Paradójicamente, también se formaron dentaduras más pequeñas, músculos masticadores y mandíbulas más débiles, así como intestinos de menor tamaño que en las anteriores especies.

carne

Esta investigación sugiere que estos cambios fueron posibles por la incorporación de más carne en la dieta, el procesamiento de la comida por medio de herramientas de piedra, o al cocinar los alimentos, si bien esta práctica no fue común hasta hace 500.000 años.

Daniel Lieberman y Katherine Zink, de la Universidad de Harvard, evaluaron cómo las técnicas de procesamiento de alimentos del Paleolítico Inferior afectan en la fuerza de masticación.

Para ello, alimentaron a sujetos adultos con muestras estandarizadas de carne (de cabra) y órganos de almacenamiento de plantas ricos en almidón (batatas, zanahorias y remolacha).
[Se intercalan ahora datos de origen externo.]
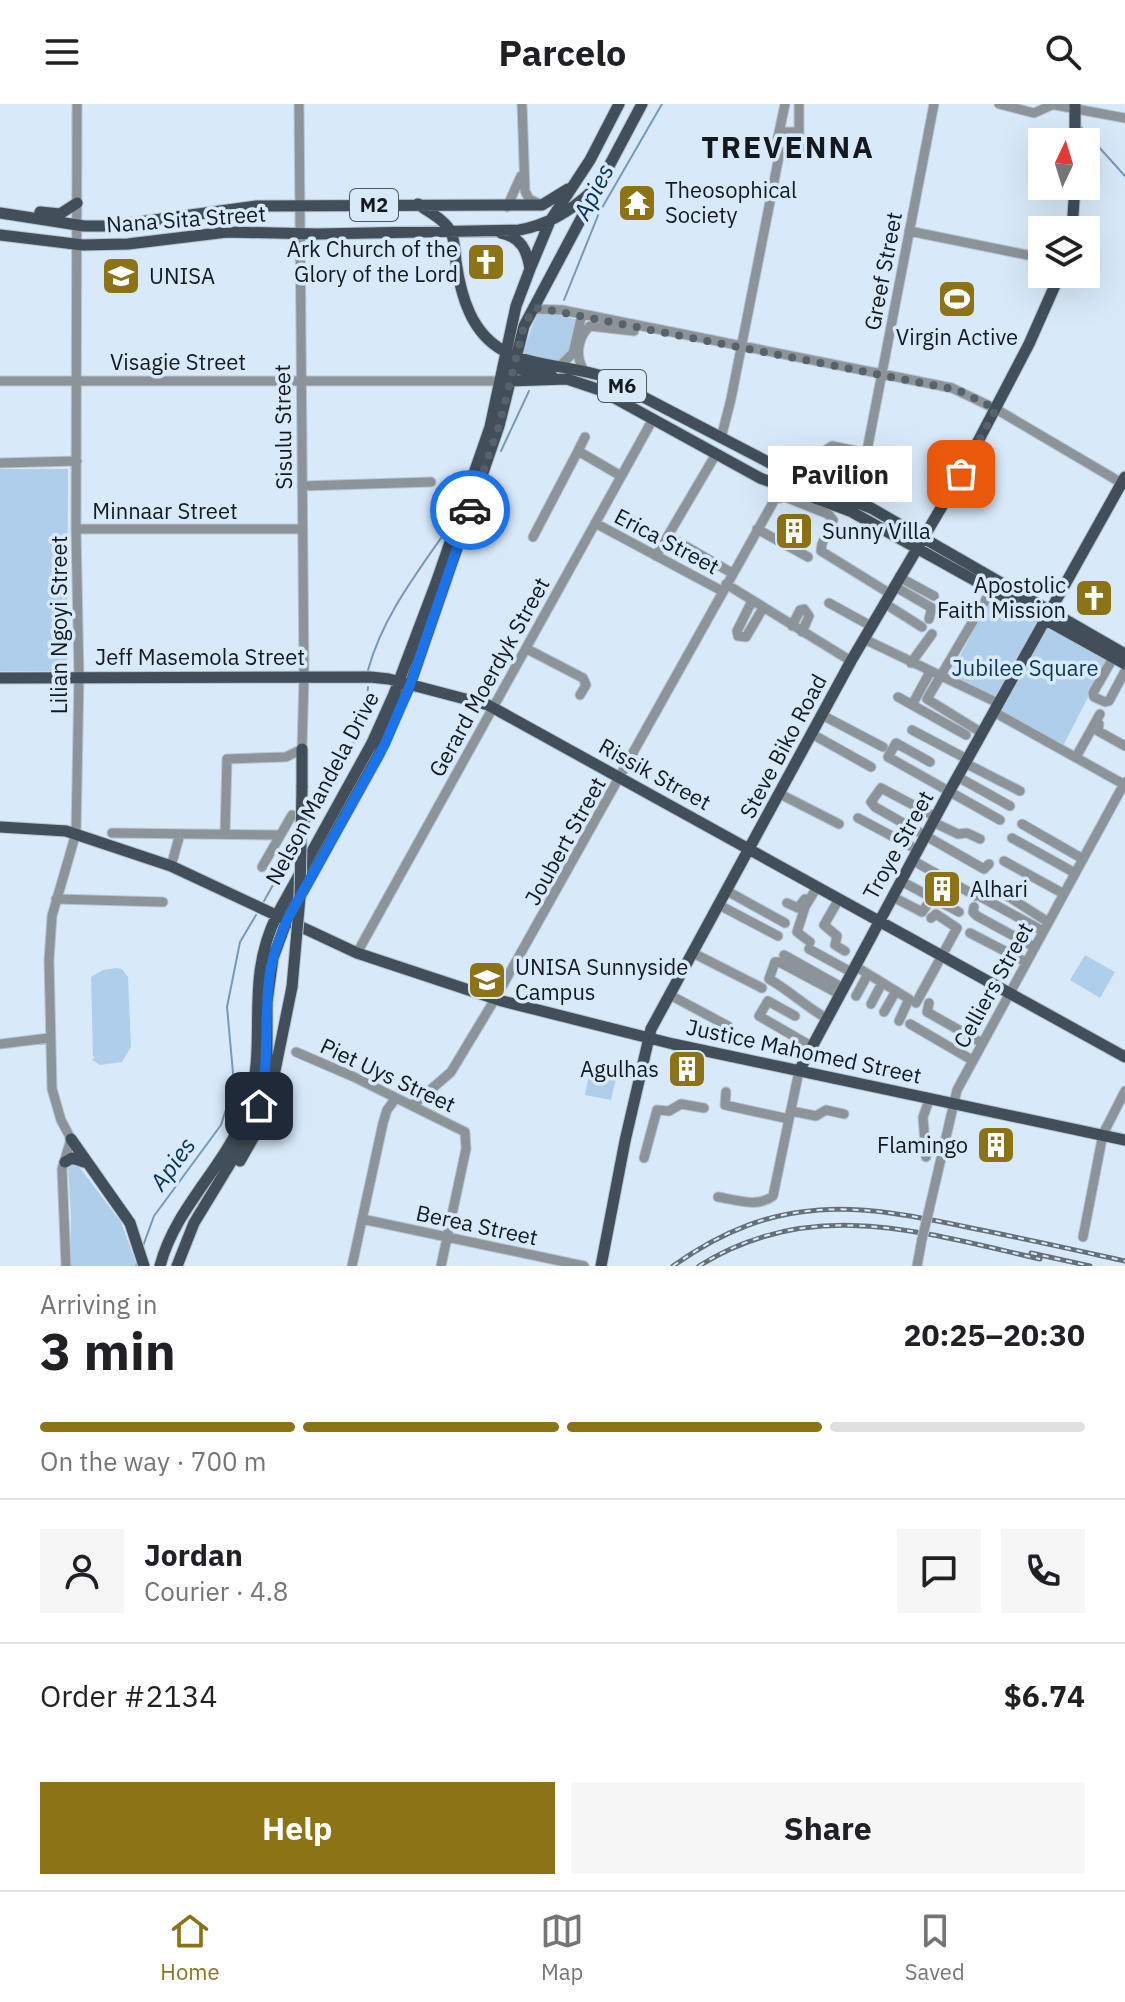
<!DOCTYPE html>
<meta charset="utf-8">
<style>
body{margin:0;font-family:"IBM Plex Sans",sans-serif;background:#f6f6f6;color:#202124;height:100vh;display:flex;flex-direction:column;font-size:30px;white-space:nowrap}
*{box-sizing:border-box;margin:0}
p{font-size:26px;color:#757577}
.icon{flex:none;width:44px;height:44px;fill:none;stroke:currentColor;stroke-width:2;stroke-linecap:round;stroke-linejoin:round}
.map{position:relative;height:1162px;overflow:hidden}
.sheet{display:flex;flex-direction:column;background:#fff;flex:1}
.sheet>*{flex:none}
.needle{width:52px;rotate:4deg}
.fabs{position:absolute;left:1028px;top:24px;display:grid;gap:16px}
.fabs a{display:grid;place-items:center;width:72px;height:72px;border-radius:0px;background:#fff;box-shadow:0 8px 32px #0002;font-size:40px}
.pin{position:absolute;display:grid;place-items:center;width:68px;height:68px;color:#fff;margin:-34px;border-radius:16px;box-shadow:0 4px 12px #0006}
.courier{position:absolute;display:grid;place-items:center;width:80px;height:80px;margin:-40px;border:6px solid #1a73e8;border-radius:50%;background:#fff;color:#222;box-shadow:0 2px 10px #0007}
.bubble{position:absolute;height:56px;border-radius:0px;background:#fff;box-shadow:0 8px 32px #0002;font-size:26px;font-weight:700;line-height:56px;text-align:center}
.headline em{font-style:normal;font-weight:700}
.headline div{display:flex;flex-direction:column-reverse}
.headline{display:flex;align-items:center;justify-content:space-between;height:136px;padding:0 40px}
h1{font-size:52px;font-weight:700;line-height:60px}
.bar{display:grid;grid-template-columns:repeat(4,1fr);gap:12px 8px;align-content:center;height:96px;padding:0 40px}
.bar i{height:10px;border-radius:6px;background:#e0e0e0}
.bar .active{background:#8b7316}
.bar p{grid-column:span 4}
.line{display:flex;align-items:center;gap:20px;padding:0 40px;border-top:2px solid #e0e0e0}
.line div{flex:1}
.round{display:grid;place-items:center;flex:none;width:84px;height:84px;border-radius:0px;background:#f6f6f6}
.cta{display:flex;gap:16px;margin-top:auto;padding:16px 40px}
.cta a{flex:1;height:92px;border-radius:0px;background:#8b7316;color:#fff;font-size:32px;font-weight:700;line-height:92px;text-align:center}
.cta a+a{background:#f6f6f6;color:#202124}
header{display:flex;justify-content:space-between;align-items:center;height:104px;padding:0 40px;background:#fff;font-size:36px;font-weight:700}
.tabs{display:flex;justify-content:space-around;align-items:center;height:112px;border-top:2px solid #e0e0e0;background:#fff;font-size:22px;color:#757577}
.tabs a{display:grid;justify-items:center;gap:4px}
.tabs .active{color:#8b7316}
.map>svg:first-child{display:block}
</style>
<header><svg class="icon" aria-label="menu" viewBox="0 0 24 24"><path d="M4 6h16M4 12h16M4 18h16"/></svg>Parcelo<svg class="icon" aria-label="search" viewBox="0 0 24 24"><circle cx="10" cy="10" r="6"/><path d="M15 15l6 6"/></svg></header>
<div class="map">
<svg width="1125" height="1162" viewBox="0 0 1125 1162">
<rect width="100%" height="100%" fill="#d8eafa"/>
<path fill="#afceeb" d="M538 206 575 215 567 255 564 257 522 251Z
M0 365H68L67 567H0Z
M994 489 1107 556 1062 644 948 574Z
M1085 851 1115 868 1100 894 1070 876Z
M116 864 122 865 128 873 131 943 122 958 100 961 92 956 95 953 93 952 91 873 103 866Z
M590 965 617 970 611 996 585 991Z
M72 1060H77L121 1118 137 1162H70L71 1112 68 1063Z"/>
<g fill="none" stroke-linecap="round" stroke-linejoin="round">
<path stroke="#7599b8" stroke-width="2" d="M1080 22 1125 72
M564 196 599 109 662 0
M501 347 529 287
M368 566C382 516 411 477 441 434
M306 723C330 683 367 630 368 583
M264 797 295 742
M143 1142 154 1112 221 1021 234 980 227 903 240 838 256 811
M136 1162 137 1159"/>
<g stroke="#b5c4d2" stroke-width="11">
<path id="minor" d="M522 0 525 87 529 95 540 100
M999 0 1034 9 1052 1
M1050 0 1125 14
M799 32V0
M778 35 784 28H794L801 34V44L795 50 788 52 778 45 777 38 785 0
M507 103 521 72
M909 127 1042 154
M533 205 562 206 952 284 996 305 1125 381
M561 261 573 249 582 210
M583 265C575 251 578 233 590 222L634 227
M0 277H500
M721 334 731 295 780 47
M578 347 585 333
M0 359 77 357
M825 360 826 346 832 342 866 349
M302 382 431 378
M862 400 859 388 934 0
M595 419 722 487
M76 425H302
M757 425 808 453
M668 432 732 469
M533 433 578 347 621 372
M656 452 716 350
M899 473 934 492
M726 480 851 557
M894 482 932 504 929 515
M752 497 737 527 738 532 746 533 763 504
M829 499 871 522
M884 499 922 523
M792 522 800 506 804 505 809 512 802 528
M864 535 998 599
M527 545 583 574 586 581 580 591
M1113 554 1093 589 1094 593 1105 598 1109 597 1125 567
M911 559 932 530
M898 593 966 631
M912 601 930 568
M994 608 1125 681
M822 611 883 643
M1099 620 1098 627 1125 642
M912 626 967 655
M982 629 927 595 992 485
M812 630 871 663
M1076 653 1100 610
M930 658 896 639 888 653 1000 716
M965 659 1020 687
M958 673 1010 702
M780 690 839 720
M936 713 881 684 871 698 875 703 984 765 989 760
M858 714 918 746
M933 718 958 730 967 729 980 735
M1022 720 1083 755
M112 729 278 731
M225 730 227 655 286 653 302 645 304 573 299 0
M1012 734 1075 769
M912 756 976 792
M1004 757 1064 790
M171 762 180 730
M262 763 292 711
M901 777 959 808
M995 784 1048 818
M727 787 785 819
M893 793 922 808 930 797
M981 793 1043 827
M56 795 163 798
M839 795 824 821 837 832 835 841 845 847
M787 799 798 804 805 795
M719 801 778 832
M974 803 973 808 977 812 1034 843
M970 829 1026 858
M810 838 797 828 805 803 817 783
M809 845 851 868
M357 849 653 315
M693 849 762 884
M784 851 843 884
M855 862 909 895 899 917
M670 891 728 922
M856 892 868 870
M916 899 957 824 936 810 931 814
M929 899 927 908 982 939
M871 900 882 879
M884 908 896 887
M795 912 768 897 759 912 811 942
M826 914C805 902 790 887 769 875L775 858H779L839 890
M910 920 972 956
M0 940 49 934
M296 948 354 973 465 1028 466 1045 441 1162
M726 988 725 1001 789 1015
M413 1001 451 968 495 895 775 395 785 393 828 410 833 416 822 440 821 447 889 489
M791 1007 816 1012 826 1006 844 1010
M926 1053 923 1013 930 994
M644 1054 657 1006 669 1007 681 1000 704 1004
M718 1093C737 1096 757 1104 773 1092L799 967
M929 1106 957 986 1125 678
M362 1115 584 1162
M1083 1133 1103 1030 1125 987
M66 1162 62 1065 71 1035 61 1016 52 985 49 856 52 812 76 729 79 573 76 425 77 0
M352 1162 383 1019 387 1006 396 994
M917 1162 922 1135"/>
</g>
<g stroke="#b5c4d2" stroke-width="13">
<path id="major" d="M1075 0V38
M418 100C430 109 444 115 451 128 455 137 455 149 456 158 461 192 471 229 504 247 534 263 573 262 605 273L816 383 871 404 1125 550
M40 108 60 110 77 99
M0 109 84 122H110L257 102 542 101 568 85
M1072 126 1075 82
M501 129C521 133 527 146 530 165
M0 131 83 141 128 140 227 128 317 130 519 126C548 121 571 107 592 87
M511 256 519 265 552 272
M505 277 567 275 600 286 760 374 850 407 1125 560
M0 574 370 573 389 575 488 601 1125 953
M302 645V683
M0 723 66 727 171 762 357 849 502 897 673 940 1125 1036
M799 967 949 688 1125 373
M71 1035 130 1119 144 1162
M240 1057 261 1020 268 1001 292 883
M65 1058 72 1054 84 1058
M160 1162C176 1101 228 1061 248 1002 269 936 243 880 277 811L372 639 394 590 436 479 490 323 516 202 530 165 550 117 590 56 619 0
M177 1162 194 1119 239 1045 256 1012 267 967V898L273 854 287 816 379 650 410 581 499 322 524 222 642 0
M601 1162 625 1037 651 925 851 557 961 370 1029 240 1060 170"/>
</g>
<use href="#minor" stroke="#8c9399" stroke-width="9"/>
<use href="#major" stroke="#424f5a" stroke-width="11"/>
<g stroke="#657079" stroke-width="5">
<path id="rail" d="M1031 1149 1090 1162
M673 1162C777 1088 858 1099 976 1125 1026 1135 1075 1146 1125 1157
M699 1162C810 1092 922 1128 1040 1155"/>
</g>
<use href="#rail" stroke="#d8eafa" stroke-width="2" stroke-dasharray="6" stroke-linecap="butt"/>
<g stroke="#b5c4d2" stroke-width="11" stroke-linecap="butt">
<path id="minor-bridge" d="M922 1135 929 1106"/>
</g>
<g stroke="#b5c4d2" stroke-width="13" stroke-linecap="butt">
<path id="major-bridge" d="M292 883 300 793 302 683"/>
</g>
<use href="#minor-bridge" stroke="#8c9399" stroke-width="9"/>
<use href="#major-bridge" stroke="#424f5a" stroke-width="11"/>
</g>
<g fill="none" stroke-linecap="round" stroke-linejoin="round">
<path stroke="#58626b" stroke-width="8" stroke-dasharray="0 14.4" d="M470 406 499 322 524 222 533 205 539 204 958 286 996 305 961 370"/>
<path stroke="#1a73e8" stroke-width="10" d="M259 1002C270 960 264 919 269 876 271 855 279 836 287 816L385 640 410 581 470 406"/>
</g>
<defs>
<g id="temple-square" transform="scale(2)"><rect x="-9" y="-9" width="18" height="18" rx="4" fill="#8b7316" stroke="#d8eafa"/><path d="M0-6L5-2H3V0L6.5 2.5H4V6H1.5V3h-3V6H-4V2.5H-6.5L-3 0V-2H-5Z" fill="#fff"/></g>
<g id="church-square" transform="scale(2)"><rect x="-9" y="-9" width="18" height="18" rx="4" fill="#8b7316" stroke="#d8eafa"/><path d="M-1.2-6h2.4v3.5h3.3v2.4h-3.3V6h-2.4V-.1h-3.3v-2.4h3.3Z" fill="#fff"/></g>
<g id="university-square" transform="scale(2)"><rect x="-9" y="-9" width="18" height="18" rx="4" fill="#8b7316" stroke="#d8eafa"/><path d="M0-5L7-2L0 1L-7-2ZM-4 1L0 2.5L4 1V4Q0 6-4 4Z" fill="#fff"/></g>
<g id="stadium-square" transform="scale(2)"><rect x="-9" y="-9" width="18" height="18" rx="4" fill="#8b7316" stroke="#d8eafa"/><path d="M0-5a6.5 5 0 1 0 0 10a6.5 5 0 1 0 0-10ZM-3.5-1.8h7v3.6h-7Z" fill="#fff"/></g>
<g id="building-square" transform="scale(2)"><rect x="-9" y="-9" width="18" height="18" rx="4" fill="#8b7316" stroke="#d8eafa"/><path d="M-4-6H4V6H1V3H-1V6H-4ZM-2.5-4.3h1.7v1.8h-1.7ZM.8-4.3h1.7v1.8H.8ZM-2.5-1h1.7V.8h-1.7ZM.8-1h1.7V.8H.8Z" fill="#fff"/></g>
</defs>
<g fill-rule="evenodd">
<use href="#temple-square" x="637" y="99"/>
<use href="#church-square" x="486" y="158"/>
<use href="#university-square" x="121" y="172"/>
<use href="#stadium-square" x="957" y="195"/>
<use href="#building-square" x="794" y="427"/>
<use href="#church-square" x="1094" y="494"/>
<use href="#building-square" x="942" y="785"/>
<use href="#university-square" x="487" y="876"/>
<use href="#building-square" x="687" y="965"/>
<use href="#building-square" x="996" y="1041"/>
</g>
<g text-anchor="middle" stroke-width="7" stroke-linejoin="round" paint-order="stroke">
<g fill="#d8eafa" stroke="#4e5860" stroke-width="2">
<rect x="350" y="85" width="48" height="32" rx="6"/>
<rect x="598" y="266" width="48" height="32" rx="6"/>
</g>
<g font-size="20" font-weight="bold" fill="#13191e">
<text x="374" y="108">M2</text>
<text x="622" y="289">M6</text>
</g>
<g font-size="22" fill="#13191e" stroke="#d8eafa" text-anchor="start">
<text x="665" y="94">Theosophical<tspan x="665" dy="25">Society</tspan></text>
<text x="458" y="153" text-anchor="end">Ark Church of the<tspan x="458" dy="25">Glory of the Lord</tspan></text>
<text x="149" y="180">UNISA</text>
<text x="957" y="241" text-anchor="middle">Virgin Active</text>
<text x="822" y="435">Sunny Villa</text>
<text x="1066" y="489" text-anchor="end">Apostolic<tspan x="1066" dy="25">Faith Mission</tspan></text>
<text x="970" y="793">Alhari</text>
<text x="515" y="871">UNISA Sunnyside<tspan x="515" dy="25">Campus</tspan></text>
<text x="659" y="973" text-anchor="end">Agulhas</text>
<text x="968" y="1049" text-anchor="end">Flamingo</text>
</g>
<g font-size="22" fill="#13191e" stroke="#d8eafa">
<text transform="translate(186 115) rotate(-4)" y="8">Nana Sita Street</text>
<text transform="translate(883 167) rotate(-79)" y="8">Greef Street</text>
<text x="178" y="266">Visagie Street</text>
<text transform="translate(283 323) rotate(-91)" y="8">Sisulu Street</text>
<text x="165" y="415">Minnaar Street</text>
<text transform="translate(667 437) rotate(28)" y="8">Erica Street</text>
<text transform="translate(59 521) rotate(-90)" y="8">Lilian Ngoyi Street</text>
<text x="200" y="561">Jeff Masemola Street</text>
<text transform="translate(489 573) rotate(-61)" y="8">Gerard Moerdyk Street</text>
<text transform="translate(783 642) rotate(-62)" y="8">Steve Biko Road</text>
<text transform="translate(655 670) rotate(29)" y="8">Rissik Street</text>
<text transform="translate(322 684) rotate(-62)" y="8">Nelson Mandela Drive</text>
<text transform="translate(565 737) rotate(-61)" y="8">Joubert Street</text>
<text transform="translate(898 741) rotate(-61)" y="8">Troye Street</text>
<text transform="translate(993 881) rotate(-61)" y="8">Celliers Street</text>
<text transform="translate(804 947) rotate(12)" y="8">Justice Mahomed Street</text>
<text transform="translate(388 971) rotate(25)" y="8">Piet Uys Street</text>
<text transform="translate(477 1121) rotate(12)" y="8">Berea Street</text>
</g>
<g font-size="22" fill="#0b3757" stroke="#d8eafa">
<text x="1025" y="572">Jubilee Square</text>
</g>
<g font-size="24" font-style="italic" fill="#063353" stroke="#d8eafa">
<text transform="translate(594 88) rotate(-63)" y="8">Apies</text>
<text transform="translate(173 1060) rotate(-54)" y="8">Apies</text>
</g>
<g font-size="30" font-weight="bold" letter-spacing="2" fill="#13191e" stroke="#d8eafa">
<text x="788" y="54">TREVENNA</text>
</g>
</g>
</svg>
<div class="fabs">
<a><svg class="needle" viewBox="-14 -14 28 28"><path d="M0-13l5 13h-10z" fill="#e53935"/><path d="M0 13l5-13h-10z" fill="#757577"/></svg></a>
<a><svg class="icon" aria-label="layers" viewBox="0 0 24 24"><path d="M12 4l9 5-9 5-9-5zM3 14l9 5 9-5"/></svg></a>
</div>
<div class="pin" style="left:961px;top:370px;background:#ea580c"><svg class="icon" aria-label="bag" viewBox="0 0 24 24"><path d="M5 8h14l-1 12H6zM9 8a3 3 0 0 1 6 0"/></svg></div>
<div class="pin" style="left:259px;top:1002px;background:#1f2937"><svg class="icon" aria-label="home" viewBox="0 0 24 24"><path d="M3 11l9-7 9 7M6 9v11h12V9"/></svg></div>
<div class="courier" style="left:470px;top:406px"><svg class="icon" aria-label="car" viewBox="0 0 24 24"><path d="M5 17H2v-5l4-1 3-4h7l3 4 3 1v5h-3M9 17h6M6 11h13"/><circle cx="7" cy="17" r="2"/><circle cx="17" cy="17" r="2"/></svg></div>
<div class="bubble" style="left:768px;top:342px;width:144px">Pavilion</div>
</div>
<section class="sheet">
<div class="headline"><div><h1>3 min</h1><p>Arriving in</p></div><em>20:25–20:30</em></div>
<div class="bar"><i class="active"></i><i class="active"></i><i class="active"></i><i></i><p>On the way · 700 m</p></div>
<div class="line" style="height:144px"><a class="round"><svg class="icon" aria-label="person" viewBox="0 0 24 24"><circle cx="12" cy="8" r="4"/><path d="M4 21q1-7 8-7t8 7"/></svg></a><div><b>Jordan</b><p>Courier · 4.8</p></div><a class="round"><svg class="icon" aria-label="chat" viewBox="0 0 24 24"><path d="M4 5h16v11H9l-5 4z"/></svg></a><a class="round"><svg class="icon" aria-label="phone" viewBox="0 0 24 24"><path d="M5 4h4l2 5-3 2q2 4 5 5l2-3 5 2v4C11 20 4 13 5 4z"/></svg></a></div>
<div class="line" style="height:104px"><div>Order #2134</div><b>$6.74</b></div>
<div class="cta"><a>Help</a><a>Share</a></div>
</section>
<nav class="tabs">
<a class="active"><svg class="icon" aria-label="home" viewBox="0 0 24 24"><path d="M3 11l9-7 9 7M6 9v11h12V9"/></svg>Home</a>
<a><svg class="icon" aria-label="map" viewBox="0 0 24 24"><path d="M3 6l6-2 6 2 6-2v14l-6 2-6-2-6 2zM9 4v14M15 6v14"/></svg>Map</a>
<a><svg class="icon" aria-label="saved" viewBox="0 0 24 24"><path d="M7 4h10v16l-5-4-5 4z"/></svg>Saved</a>
</nav>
Midieron el esfuerzo muscular necesario para masticar y cómo se troceaba la comida antes de tragar.

Descubrieron que, al seguir una dieta compuesta de un tercio de carne, así como trocear la carne y triturar las plantas con instrumentos de piedra antes de ingerirlas, el hombre primitivo habría necesitado un 17% menos de frecuencia y un 26% menos de energía en la masticación.

Los científicos concluyeron que esta reducción de esfuerzo para masticar produjo una transformación en los músculos del rostro empleados para este movimiento.